Mine Waste: Consolidation Behaviour of Precious Metal Tailings


  • Monica Figueroa WISEST Student Researcher, University of Alberta
  • Ahlam Abdulnabi Department of Civil Engineering, University of Alberta
  • Nicholas Beier Department of Civil Engineering, University of Alberta




precious metal tailings, compressibility, saturated hydraulic conductivity, geochemical tests


All mine processing plants generate waste. These byproducts include waste rock and a fine-grained slurry referred to as ‘tailings’ (Beier, 2015). The primary objective of treating tailings is to remove water, to enhance strength and stiffness (Sobkowicz and Morgenstern, 2009).

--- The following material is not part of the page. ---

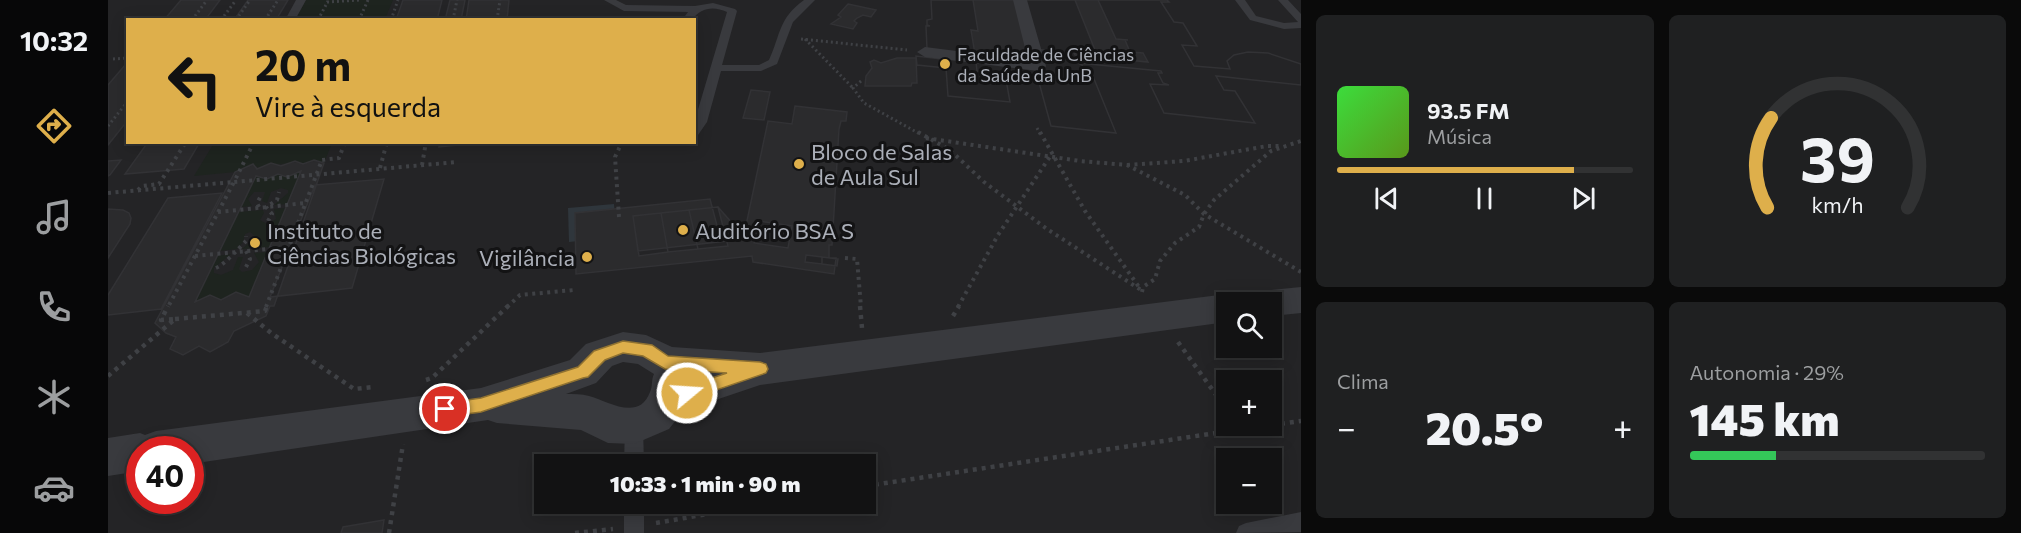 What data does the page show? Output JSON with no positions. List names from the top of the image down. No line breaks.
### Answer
{"places":["Faculdade de Ciências da Saúde da UnB","Bloco de Salas de Aula Sul","Auditório BSA S","Instituto de Ciências Biológicas","Vigilância"],"page":{"tabs":"10:32","turn":["20 m","Vire à esquerda"],"song":["93.5 FM","Música"],"map_buttons":["+","−"],"tile":["Clima",["Autonomia · 29%","145 km"]],"heat":["−","20.5°","+"],"limit":"40","trip":"10:33 · 1 min · 90 m","gauge":["39","km/h"]}}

Studying the geotechnical properties of tailings is essential to understand consolidation behaviour and facilitate land reclamation. Moreover, the geochemical characteristics of tailings should be examined to examine the potential onset of acid rock drainage (ARD). Acid rock drainage occurs when pH falls below 4, which can cause metal heavy leaching as they become present in solution. This study investigates both the geotechnical and geochemical behaviour of precious metal tailings in atmospheric conditions. The geochemical parameters of interest are pH, redox potential (Eh) and electric conductivity (Ec). The Large Strain Consolidation test (LSC) was implemented to characterize the compressibility behaviour of the sample. Accordingly, the amount of deformation that the tailings underwent was measured as they were loaded to different effective stresses. In addition, the hydraulic conductivity or the velocity of water flow was measured at the end of each consolidation step. Furthermore, the chemical parameters were evaluated using standardized probes. The tailings exhibit high compressibility during self-weight consolidation due to a combination of high initial void ratio and a high initial saturated hydraulic conductivity. In addition, hydraulic conductivity decreases nonlinearly as the samples are loaded because loading reduces the pore volume. The permeability decreased two orders of magnitude during loading, from 2.14E-05 m/s to 1.60E-7 m/s. From the geochemical point of view, there is no significant change in pH as the tailings consolidate. In this scenario, the presence of calcium carbonate has an acid-neutralizing capacity. Moreover, there is a slight increase in both redox potential and electric conductivity due to exposure to the atmosphere. The increasing trend of redox potential had a slope of 10 mV per day. While the slope of electric conductivity was 9 mS/cm per day.